Marc De Smedt
Sotie sur la peur

D’abord, le silence peut cacher la crainte, quelle qu’elle soit. Et en la dissimulant aux yeux du monde, il couvre divers états qui ont pour nom : faiblesse, appréhension, affolement, effroi, voire panique… Les expressions populaires ne disent-elles pas qu’on peut se retrouver muet de terreur, sans voix, plus mort que vif, avec le souffle coupé ? Mais, silence gardé n’empêche ni l’émotion ni ses signes divers : boule dans l’estomac, jambes flageolantes, sueurs froides, yeux égarés, blêmissement très net… sans oublier les fameux cheveux qui se dressent sur la tête et les poils du corps qui se hérissent. Tout cela pouvant mener soit à l’évanouissement chez des natures chichiteuses, donc à un silence total, soit à la fuite, silence poltron, soit à une réaction de défense plus ou moins contrôlée, auquel cas le silence se mue en paroles plus ou moins criardes et, parfois, en coups et glapissements divers.

Marc de Smedt, né en 1946, est un éditeur, écrivain et journaliste français, spécialiste des techniques de méditation et des sagesses du monde.
Chez Albin Michel, il dirige et codirige plusieurs collections : Spiritualités Vivantes, Espaces libres, Carnets de sagesse et Paroles de. il dirige aussi les Éditions du Relié.
Directeur de la rédaction et de la publication de Nouvelles Clés…
Il a suivi un maître zen, Taisen Deshimaru de 1970 à 1981. Il est membre du jury du prix Alexandra David-Néel/Lama Yongden

(Revue Itinérance. No 2. Novembre 1986)

L’être humain est responsable de ses peurs. Il peut choisir de s’y perdre ou de les affronter et donc de les dépasser. Ici un dialogue intérieur s’annonce. Confronté au réel, celui-ci permet de découvrir des clés pratiques, utilisables par tous, qui existent depuis toujours et sont encore à redécouvrir.
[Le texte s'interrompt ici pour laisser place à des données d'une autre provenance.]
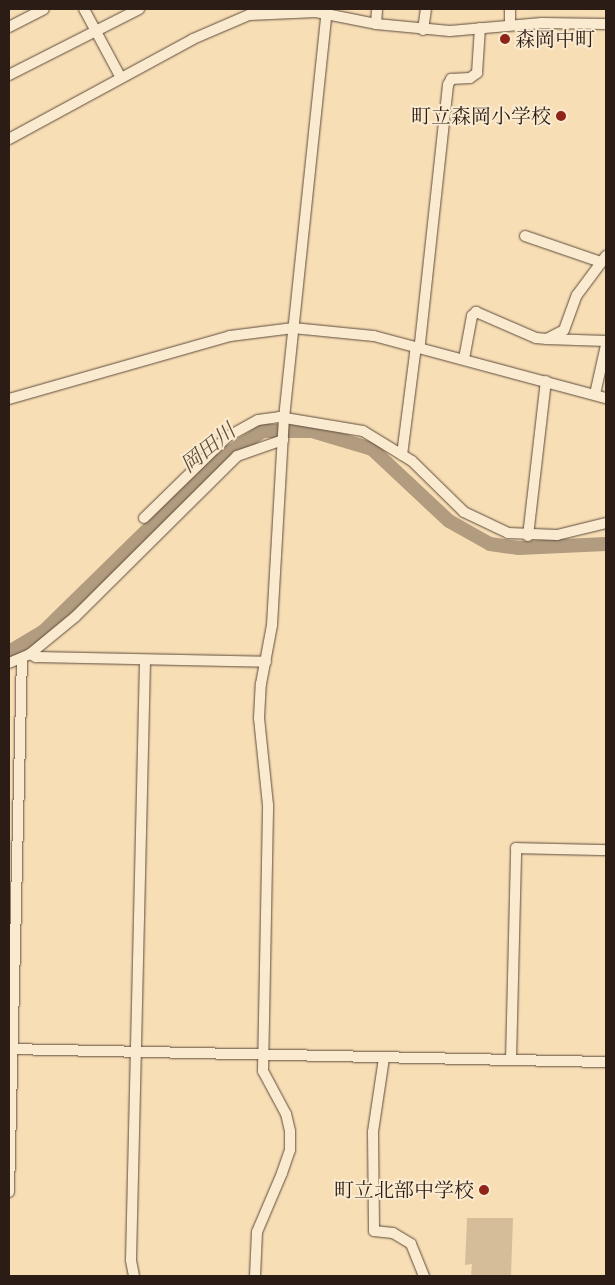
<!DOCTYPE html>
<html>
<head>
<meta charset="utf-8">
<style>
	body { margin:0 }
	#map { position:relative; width:615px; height:1285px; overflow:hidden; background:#f8deb5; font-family:"IM FELL Great Primer","Noto Serif JP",serif }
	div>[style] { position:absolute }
	.green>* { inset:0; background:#d5bd9a }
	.river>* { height:14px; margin:-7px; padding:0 7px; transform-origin:7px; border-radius:7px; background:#b29c7f }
	.roads { filter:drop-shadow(0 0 1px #5e4c3d) drop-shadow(0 0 1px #5e4c3d) }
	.minor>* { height:10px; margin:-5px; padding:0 5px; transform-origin:5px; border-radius:5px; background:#faeacf }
	.dots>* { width:14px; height:14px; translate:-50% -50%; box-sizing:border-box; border:2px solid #faeacf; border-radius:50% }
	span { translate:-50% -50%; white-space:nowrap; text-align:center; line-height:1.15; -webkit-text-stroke:4px #faeacf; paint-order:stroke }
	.poi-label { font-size:20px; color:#2b1c15 }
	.left { translate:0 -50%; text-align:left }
	.right { translate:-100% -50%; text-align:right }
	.water-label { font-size:21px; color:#614f3f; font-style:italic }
	.frame { position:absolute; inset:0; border:10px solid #2b1c15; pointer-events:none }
</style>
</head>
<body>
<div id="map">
	<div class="green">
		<div style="clip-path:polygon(467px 1218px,513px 1218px,511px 1276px,471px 1276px,472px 1264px,465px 1265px)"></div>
	</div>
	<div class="river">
		<div style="left:9px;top:652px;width:41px;rotate:-31deg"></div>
		<div style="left:44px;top:631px;width:250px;rotate:-44.4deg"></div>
		<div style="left:223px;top:456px;width:47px;rotate:-32deg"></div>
		<div style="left:263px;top:431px;width:49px"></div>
		<div style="left:312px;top:431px;width:63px;rotate:16.7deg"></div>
		<div style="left:372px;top:449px;width:105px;rotate:43.1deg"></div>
		<div style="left:449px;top:521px;width:47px;rotate:29.3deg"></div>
		<div style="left:490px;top:544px;width:29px;rotate:8deg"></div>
		<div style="left:519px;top:548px;width:87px;rotate:-2.6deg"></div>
	</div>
	<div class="roads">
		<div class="minor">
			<div style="left:84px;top:9px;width:78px;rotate:61.8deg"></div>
			<div style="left:376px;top:24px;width:15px;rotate:-86deg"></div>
			<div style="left:510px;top:25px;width:16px;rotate:-90deg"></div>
			<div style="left:9px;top:27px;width:39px;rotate:-27deg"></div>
			<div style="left:423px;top:30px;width:21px;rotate:-82deg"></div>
			<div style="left:9px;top:75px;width:146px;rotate:-26.9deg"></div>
			<div style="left:9px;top:139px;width:209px;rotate:-28.5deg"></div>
			<div style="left:193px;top:39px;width:61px;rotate:-23.2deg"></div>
			<div style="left:249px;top:15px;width:67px;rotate:-2.6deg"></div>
			<div style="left:316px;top:12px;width:61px;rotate:11.3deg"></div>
			<div style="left:376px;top:24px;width:74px;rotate:5.4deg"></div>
			<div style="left:450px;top:31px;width:92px;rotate:-5deg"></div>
			<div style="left:542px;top:23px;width:64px;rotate:0.9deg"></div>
			<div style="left:525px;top:236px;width:80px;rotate:18.9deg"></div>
			<div style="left:547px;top:339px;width:59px;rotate:1.9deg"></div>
			<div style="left:464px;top:359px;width:44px;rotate:-79.5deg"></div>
			<div style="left:472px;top:316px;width:6px;rotate:-45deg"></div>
			<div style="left:476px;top:312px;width:65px;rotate:23.4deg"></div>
			<div style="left:536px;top:338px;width:11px;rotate:5deg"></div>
			<div style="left:547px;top:339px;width:19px;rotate:-28deg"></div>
			<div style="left:564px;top:330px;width:37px;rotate:-70deg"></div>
			<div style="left:577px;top:295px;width:49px;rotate:-53.4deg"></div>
			<div style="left:595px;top:394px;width:50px;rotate:-77.3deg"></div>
			<div style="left:9px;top:399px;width:230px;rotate:-15.9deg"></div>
			<div style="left:230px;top:336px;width:64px;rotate:-7.2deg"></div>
			<div style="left:293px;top:328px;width:81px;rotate:5.6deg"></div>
			<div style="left:374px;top:336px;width:240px;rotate:15deg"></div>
			<div style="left:402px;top:455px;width:103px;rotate:-82.7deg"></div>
			<div style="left:415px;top:353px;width:11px;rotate:-63deg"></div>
			<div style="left:420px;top:343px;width:260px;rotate:-83.8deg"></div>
			<div style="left:448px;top:85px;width:7px;rotate:-63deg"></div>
			<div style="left:451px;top:79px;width:19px;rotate:-3deg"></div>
			<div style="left:470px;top:78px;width:9px;rotate:-36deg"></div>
			<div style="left:477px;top:73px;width:45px;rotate:-86.2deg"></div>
			<div style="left:144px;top:518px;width:116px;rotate:-44.3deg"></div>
			<div style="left:227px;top:437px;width:35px;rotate:-29deg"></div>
			<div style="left:258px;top:420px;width:21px;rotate:-8deg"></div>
			<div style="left:279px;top:417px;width:85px;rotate:9.5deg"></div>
			<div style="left:363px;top:431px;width:57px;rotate:31.5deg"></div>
			<div style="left:412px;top:461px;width:73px;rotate:44.4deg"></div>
			<div style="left:464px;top:512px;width:49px;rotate:25.5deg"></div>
			<div style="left:508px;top:533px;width:49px;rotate:2.3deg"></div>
			<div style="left:557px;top:535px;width:50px;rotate:-13.8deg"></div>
			<div style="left:528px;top:536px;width:156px;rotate:-83.4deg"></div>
			<div style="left:30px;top:654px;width:7px;rotate:27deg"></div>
			<div style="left:36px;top:657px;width:230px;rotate:1.2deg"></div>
			<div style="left:9px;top:663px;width:23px;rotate:-23deg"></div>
			<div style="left:30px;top:654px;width:58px;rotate:-39.4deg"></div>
			<div style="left:75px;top:617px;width:228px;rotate:-44.8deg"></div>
			<div style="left:237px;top:456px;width:49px;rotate:-19.2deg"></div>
			<div style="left:9px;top:1049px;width:597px;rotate:1.25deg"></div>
			<div style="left:384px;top:1058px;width:75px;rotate:98.5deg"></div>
			<div style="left:373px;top:1132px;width:99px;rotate:89.4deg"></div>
			<div style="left:374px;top:1231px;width:19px;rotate:6deg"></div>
			<div style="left:393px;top:1233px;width:21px;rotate:31deg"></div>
			<div style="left:411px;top:1244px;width:35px;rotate:68deg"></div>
			<div style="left:511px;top:1060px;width:212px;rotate:-88.6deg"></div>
			<div style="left:516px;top:848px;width:90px;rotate:1.3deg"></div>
			<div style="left:9px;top:1192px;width:534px;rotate:-88.61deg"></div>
			<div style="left:134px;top:1276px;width:16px;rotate:-101deg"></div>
			<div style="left:131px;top:1260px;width:600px;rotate:-88.66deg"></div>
			<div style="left:255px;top:1276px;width:44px;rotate:-87.4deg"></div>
			<div style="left:257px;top:1232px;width:64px;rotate:-67deg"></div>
			<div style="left:282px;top:1173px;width:24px;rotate:-71deg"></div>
			<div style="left:290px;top:1150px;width:19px;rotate:-90deg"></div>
			<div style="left:290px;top:1131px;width:17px;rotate:-103deg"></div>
			<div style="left:286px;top:1114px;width:49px;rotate:-118.1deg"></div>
			<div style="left:263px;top:1071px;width:266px;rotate:-88.9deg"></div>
			<div style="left:268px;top:805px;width:87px;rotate:-95.9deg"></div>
			<div style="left:259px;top:718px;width:34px;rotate:-87deg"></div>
			<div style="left:261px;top:684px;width:60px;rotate:-79.4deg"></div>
			<div style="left:272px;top:625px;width:207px;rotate:-86.7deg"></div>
			<div style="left:284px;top:418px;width:411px;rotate:-84deg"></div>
		</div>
	</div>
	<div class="dots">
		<div style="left:505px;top:39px;background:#8f2418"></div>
		<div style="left:561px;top:116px;background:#8f2418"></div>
		<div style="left:484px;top:1190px;background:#8f2418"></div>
	</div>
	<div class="poi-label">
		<span class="left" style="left:515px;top:39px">森岡中町</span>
		<span class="right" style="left:551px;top:116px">町立森岡小学校</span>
		<span class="right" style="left:474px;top:1190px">町立北部中学校</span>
	</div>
	<div class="water-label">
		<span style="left:208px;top:448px;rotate:-39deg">岡田川</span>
	</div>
	<div class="frame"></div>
</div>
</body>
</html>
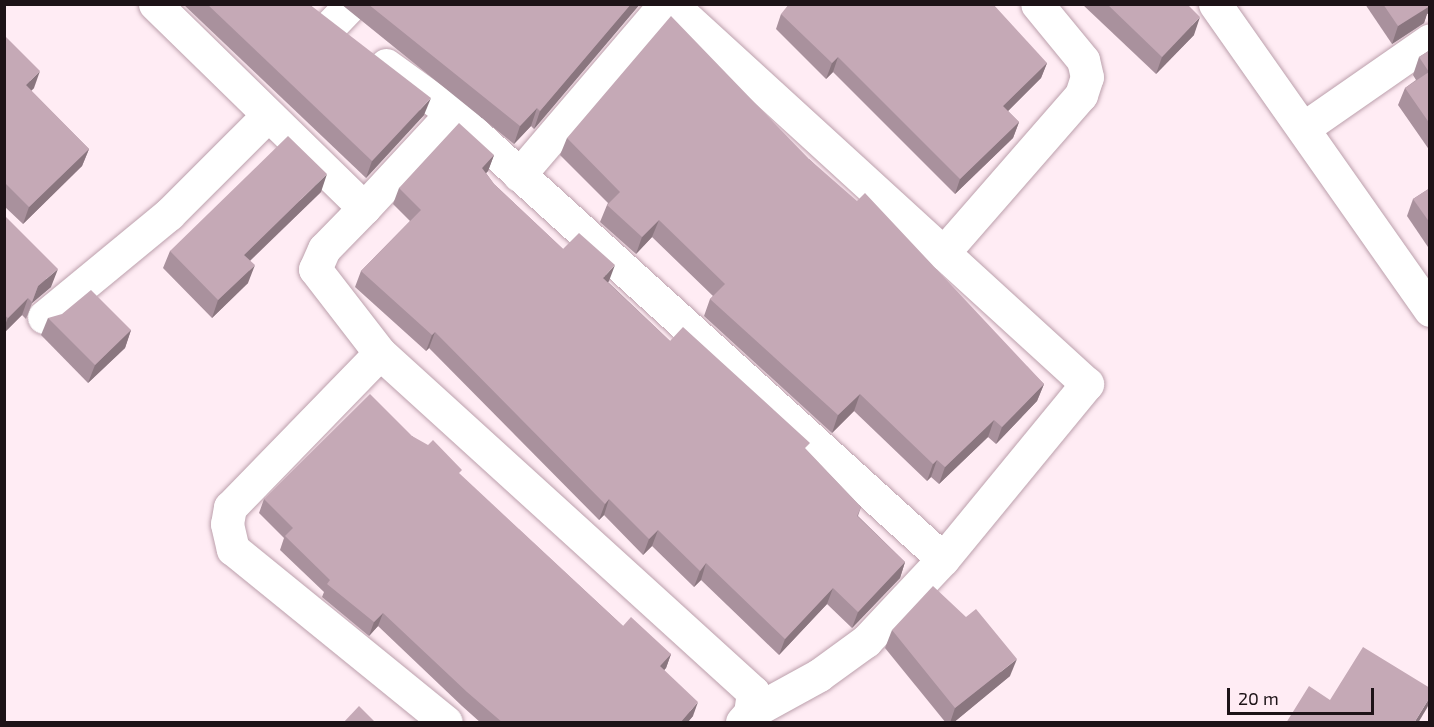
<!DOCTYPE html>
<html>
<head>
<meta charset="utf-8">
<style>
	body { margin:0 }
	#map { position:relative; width:1434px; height:727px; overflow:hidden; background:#ffecf4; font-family:"Exo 2",sans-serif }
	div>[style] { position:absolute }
	.roads { filter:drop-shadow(0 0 2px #bca0ac) drop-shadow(0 0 2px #bca0ac) }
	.minor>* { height:33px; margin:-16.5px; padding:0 16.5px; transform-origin:16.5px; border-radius:16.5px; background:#fff }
	.wall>* { inset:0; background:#a9919d }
	.shaded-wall>* { inset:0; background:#8a767f }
	.building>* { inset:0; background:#c5a9b6 }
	span { translate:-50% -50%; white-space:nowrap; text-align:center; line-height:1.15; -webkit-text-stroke:5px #ffecf4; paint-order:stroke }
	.frame { position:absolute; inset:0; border:6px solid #1d1317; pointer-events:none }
	.scale { position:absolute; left:1227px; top:688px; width:147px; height:27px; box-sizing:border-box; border:3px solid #1d1317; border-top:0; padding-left:8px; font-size:18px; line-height:21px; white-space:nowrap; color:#1d1317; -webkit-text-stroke:4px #ffecf4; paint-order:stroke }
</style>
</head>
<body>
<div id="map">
	<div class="roads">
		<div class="minor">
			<div style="left:155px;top:4px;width:292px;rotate:44.3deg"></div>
			<div style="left:364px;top:208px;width:57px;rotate:134.3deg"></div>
			<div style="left:324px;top:249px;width:22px;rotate:114deg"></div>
			<div style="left:315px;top:269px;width:106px;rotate:52.3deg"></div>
			<div style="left:380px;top:353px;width:215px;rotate:134.2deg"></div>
			<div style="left:230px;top:507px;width:17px;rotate:100deg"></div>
			<div style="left:227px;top:524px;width:26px;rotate:77deg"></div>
			<div style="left:233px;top:549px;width:274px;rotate:39.1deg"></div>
			<div style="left:1215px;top:4px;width:374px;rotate:54.9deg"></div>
			<div style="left:331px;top:25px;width:29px;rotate:-46deg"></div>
			<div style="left:386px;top:65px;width:82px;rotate:36deg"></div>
			<div style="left:1305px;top:127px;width:152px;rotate:-34.8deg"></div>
			<div style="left:519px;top:175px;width:225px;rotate:-49.5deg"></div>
			<div style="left:364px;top:208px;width:129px;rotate:-47.2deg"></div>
			<div style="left:452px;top:113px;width:663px;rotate:42.25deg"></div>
			<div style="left:943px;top:559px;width:227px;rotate:-50.6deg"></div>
			<div style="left:1087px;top:384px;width:563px;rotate:-137.59deg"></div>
			<div style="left:943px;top:253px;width:210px;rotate:-48.9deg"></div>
			<div style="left:1081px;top:95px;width:19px;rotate:-72deg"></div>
			<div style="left:1087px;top:77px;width:17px;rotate:-103deg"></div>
			<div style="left:1083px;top:60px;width:72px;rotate:-129.4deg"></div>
			<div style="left:44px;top:317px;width:162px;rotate:-39.5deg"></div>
			<div style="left:169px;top:214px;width:140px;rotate:-45deg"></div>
			<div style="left:380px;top:353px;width:504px;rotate:42.27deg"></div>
			<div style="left:753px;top:692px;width:21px;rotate:98deg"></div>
			<div style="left:750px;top:713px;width:12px;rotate:132deg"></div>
			<div style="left:750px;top:713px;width:79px;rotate:-28.8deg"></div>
			<div style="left:819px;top:675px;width:58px;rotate:-35.9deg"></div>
			<div style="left:866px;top:641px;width:112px;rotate:-46.8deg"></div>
		</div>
	</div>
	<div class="wall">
		<div style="clip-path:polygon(183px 4px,309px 4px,424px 115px,366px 178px)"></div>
		<div style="clip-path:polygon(341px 4px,640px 4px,534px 129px,531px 126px,514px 144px)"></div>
		<div style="clip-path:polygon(1082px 4px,1187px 4px,1194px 35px,1156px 74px)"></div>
		<div style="clip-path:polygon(1365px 4px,1430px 4px,1424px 23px,1392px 44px)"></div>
		<div style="clip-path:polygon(781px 14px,1047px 63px,1041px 78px,1008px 111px,1019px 122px,1013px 138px,955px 194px,833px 72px,826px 79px,776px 29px)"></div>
		<div style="clip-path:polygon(4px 35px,34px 88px,31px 91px,89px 149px,82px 166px,23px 224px,4px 206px)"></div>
		<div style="clip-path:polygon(1430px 50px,1430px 151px,1398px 105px,1405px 88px,1416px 80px,1413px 75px,1419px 57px)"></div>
		<div style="clip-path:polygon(567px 138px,809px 159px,1044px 384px,1037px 401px,996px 444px,988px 437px,939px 484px,931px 477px,927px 481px,854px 411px,832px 433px,704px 316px,710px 299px,713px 296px,652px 237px,636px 254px,600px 222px,607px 205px,608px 203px,560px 155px)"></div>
		<div style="clip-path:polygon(494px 155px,488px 171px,486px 173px,494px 184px,563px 249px,609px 281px,608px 282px,670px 341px,807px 451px,861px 507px,858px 516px,905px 562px,900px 578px,852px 628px,827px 604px,779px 655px,701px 580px,694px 587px,652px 546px,643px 555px,604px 515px,599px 520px,429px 348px,426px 351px,355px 287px,361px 271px,410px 221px,393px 204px,399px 188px)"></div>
		<div style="clip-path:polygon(1430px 188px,1430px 250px,1407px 216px,1413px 199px)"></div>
		<div style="clip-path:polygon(321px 192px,250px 261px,248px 283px,212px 318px,163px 268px,170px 251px)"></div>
		<div style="clip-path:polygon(4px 215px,51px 287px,32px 303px,26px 319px,22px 315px,4px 333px)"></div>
		<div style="clip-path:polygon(48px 318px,131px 330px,125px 348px,88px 383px,41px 335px)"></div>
		<div style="clip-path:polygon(412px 436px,460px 475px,623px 626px,671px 654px,666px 668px,664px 670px,693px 716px,687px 723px,481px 723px,462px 706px,378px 626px,369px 636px,322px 597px,324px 592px,280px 550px,284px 538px,259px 513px,264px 499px)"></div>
		<div style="clip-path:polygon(892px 630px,1010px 676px,953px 723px,946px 723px,885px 648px)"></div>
	</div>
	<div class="shaded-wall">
		<div style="clip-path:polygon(631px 4px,640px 4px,534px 129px,540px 111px)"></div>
		<div style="clip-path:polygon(1430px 4px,1430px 13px,1427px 14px,1424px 23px,1392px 44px,1398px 26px)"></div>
		<div style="clip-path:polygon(1200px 17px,1194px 35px,1156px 74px,1162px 57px)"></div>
		<div style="clip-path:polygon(838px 57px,833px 72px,826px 79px,832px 63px)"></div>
		<div style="clip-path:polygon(1047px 63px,1041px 78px,997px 122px,1003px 106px)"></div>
		<div style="clip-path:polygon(40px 71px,34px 88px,19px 102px,26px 85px)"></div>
		<div style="clip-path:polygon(431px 98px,424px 115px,366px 178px,372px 161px)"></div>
		<div style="clip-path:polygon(537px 108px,531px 126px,514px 144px,520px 126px)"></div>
		<div style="clip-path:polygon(1019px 122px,1013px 138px,955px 194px,960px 179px)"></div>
		<div style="clip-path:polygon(89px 149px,82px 166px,23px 224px,29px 207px)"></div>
		<div style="clip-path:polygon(494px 155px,488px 171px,476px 184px,482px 168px)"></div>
		<div style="clip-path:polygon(327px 174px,321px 192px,238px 272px,244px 255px)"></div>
		<div style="clip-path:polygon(659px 220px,652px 237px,636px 254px,642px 237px)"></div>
		<div style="clip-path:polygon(255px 265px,248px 283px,212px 318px,218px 300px)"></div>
		<div style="clip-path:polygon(615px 265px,609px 281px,597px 294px,603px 278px)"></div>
		<div style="clip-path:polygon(58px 269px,51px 287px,32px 303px,26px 319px,38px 286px)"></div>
		<div style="clip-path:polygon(28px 298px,22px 315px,4px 333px,4px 327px,8px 318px)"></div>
		<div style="clip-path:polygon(131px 330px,125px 348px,88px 383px,95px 365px)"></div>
		<div style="clip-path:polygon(435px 332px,429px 348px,426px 351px,432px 335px)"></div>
		<div style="clip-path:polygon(1044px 384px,1037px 401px,996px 444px,1002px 427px)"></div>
		<div style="clip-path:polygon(860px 394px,854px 411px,832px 433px,838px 415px)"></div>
		<div style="clip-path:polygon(994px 420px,988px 437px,939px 484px,945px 467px)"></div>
		<div style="clip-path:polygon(937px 460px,931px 477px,927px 481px,933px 464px)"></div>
		<div style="clip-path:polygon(609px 499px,604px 515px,599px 520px,605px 504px)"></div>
		<div style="clip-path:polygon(658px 530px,652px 546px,643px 555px,649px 539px)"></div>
		<div style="clip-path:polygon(905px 562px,900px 578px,852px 628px,858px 612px)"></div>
		<div style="clip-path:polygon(706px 563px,701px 580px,694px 587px,700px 571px)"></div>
		<div style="clip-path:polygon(833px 588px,827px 604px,779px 655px,785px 639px)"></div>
		<div style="clip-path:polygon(383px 613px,378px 626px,369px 636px,374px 622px)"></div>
		<div style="clip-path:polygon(671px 654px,666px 668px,655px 680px,660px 666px)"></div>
		<div style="clip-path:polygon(1017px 659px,1010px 676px,953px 723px,950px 723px,955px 708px)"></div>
		<div style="clip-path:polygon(1430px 697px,1430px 702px,1427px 708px,1418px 723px,1414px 723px)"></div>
		<div style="clip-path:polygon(698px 702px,693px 716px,687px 723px,680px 723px)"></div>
	</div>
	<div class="building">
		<div style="clip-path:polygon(207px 4px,309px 4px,431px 98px,372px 161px)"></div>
		<div style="clip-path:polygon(368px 4px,631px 4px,540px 111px,537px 108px,520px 126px)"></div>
		<div style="clip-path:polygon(789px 4px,993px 4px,1047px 63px,1003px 106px,1019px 122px,960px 179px,838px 57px,832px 63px,781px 14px)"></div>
		<div style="clip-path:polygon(1107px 4px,1187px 4px,1200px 17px,1162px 57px)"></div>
		<div style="clip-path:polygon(1383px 4px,1430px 4px,1430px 6px,1398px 26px)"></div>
		<div style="clip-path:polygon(671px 16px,809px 159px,857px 201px,865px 193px,1044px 384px,1002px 427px,994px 420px,945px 467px,937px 460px,933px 464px,860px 394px,838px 415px,710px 299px,725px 284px,659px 220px,642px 237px,607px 205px,620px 192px,567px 138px)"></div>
		<div style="clip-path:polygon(4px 35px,40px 71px,26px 85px,89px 149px,29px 207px,4px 182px)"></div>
		<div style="clip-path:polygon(1430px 50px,1430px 124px,1405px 88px,1429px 72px,1419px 57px)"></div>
		<div style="clip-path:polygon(459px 123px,494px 155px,482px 168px,494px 184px,563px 249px,579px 233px,615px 265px,603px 278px,670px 341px,683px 327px,810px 443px,805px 448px,861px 507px,857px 516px,905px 562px,858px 612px,833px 588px,785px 639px,706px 563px,700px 571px,658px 530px,649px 539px,609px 499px,605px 504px,435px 332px,432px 335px,361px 271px,421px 210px,399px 188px)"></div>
		<div style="clip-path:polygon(288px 136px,327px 174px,244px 255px,255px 265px,218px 300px,170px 251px)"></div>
		<div style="clip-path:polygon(1430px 188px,1430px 223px,1413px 199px)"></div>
		<div style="clip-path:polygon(4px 215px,58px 269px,38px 286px,32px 302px,28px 298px,8px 318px,4px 315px)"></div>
		<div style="clip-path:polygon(91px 290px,131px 330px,95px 365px,48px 318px,62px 314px)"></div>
		<div style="clip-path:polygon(370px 394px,412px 436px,428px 445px,433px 440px,462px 470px,459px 473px,623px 626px,631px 617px,671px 654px,660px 666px,698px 702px,680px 723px,503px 723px,467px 692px,383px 613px,374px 622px,327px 584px,330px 580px,285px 536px,293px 528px,264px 499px)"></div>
		<div style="clip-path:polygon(933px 586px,966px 617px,976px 609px,1017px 659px,955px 708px,892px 630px)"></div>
		<div style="clip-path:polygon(1363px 647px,1430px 688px,1430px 697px,1414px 723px,1286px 723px,1309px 686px,1330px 700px)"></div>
		<div style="clip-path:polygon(359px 706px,376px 723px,343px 723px)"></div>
	</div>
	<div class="frame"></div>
	<div class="scale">20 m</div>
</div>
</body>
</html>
A quelqu’un qui dit : « j’ai peur », on peut rétorquer : « que craignez-vous au juste ? » car sa peur doit renvoyer à quelque chose. Il devrait donc répondre par un fait concret : « on me suit dans la rue, un assassin m’épie, mon enfant est gravement malade, mon usine ferme et je vais me retrouver au chômage, il y a un tigre échappé du zoo derrière la porte ou un boa constrictor sous mon lit… ou, ma femme va me faire une scène si elle voit ces traces de rouge à lèvres sur mon col… mon mari va me battre s’il rentre saoul ».

A quelqu’un qui manifeste son angoisse, son inquiétude diffuse, indéterminée, son mal de vivre, la question du pourquoi se pose de manière très différente car elle ne s’applique pas à un fait précis mais à la vie entière qui se trouve perçue comme dangereuse, hydre menaçante.

Dans l’œuvre de Carlos Castaneda, le sorcier Yaqui Don Juan dit à son élève : « Le premier ennemi naturel de l’homme de connaissance est la peur. Un ennemi terrible, traître et difficile à dominer. Il se cache à tous les tournants du chemin, rôdeur, attentif. »

Mais qu’est-ce que la notion de silence peut bien avoir à faire avec cette peur insidieuse ? Tout.

D’abord, le silence peut cacher la crainte, quelle qu’elle soit. Et en la dissimulant aux yeux du monde, il couvre divers états qui ont pour nom : faiblesse, appréhension, affolement, effroi, voire panique… Les expressions populaires ne disent-elles pas qu’on peut se retrouver muet de terreur, sans voix, plus mort que vif, avec le souffle coupé ?

Mais, silence gardé n’empêche ni l’émotion ni ses signes divers : boule dans l’estomac, jambes flageolantes, sueurs froides, yeux égarés, blêmissement très net… sans oublier les fameux cheveux qui se dressent sur la tête et les poils du corps qui se hérissent. Tout cela pouvant mener soit à l’évanouissement chez des natures chichiteuses, donc à un silence total, soit à la fuite, silence poltron, soit à une réaction de défense plus ou moins contrôlée, auquel cas le silence se mue en paroles plus ou moins criardes et, parfois, en coups et glapissements divers.

Mais on peut aussi se servir du silence comme d’une arme.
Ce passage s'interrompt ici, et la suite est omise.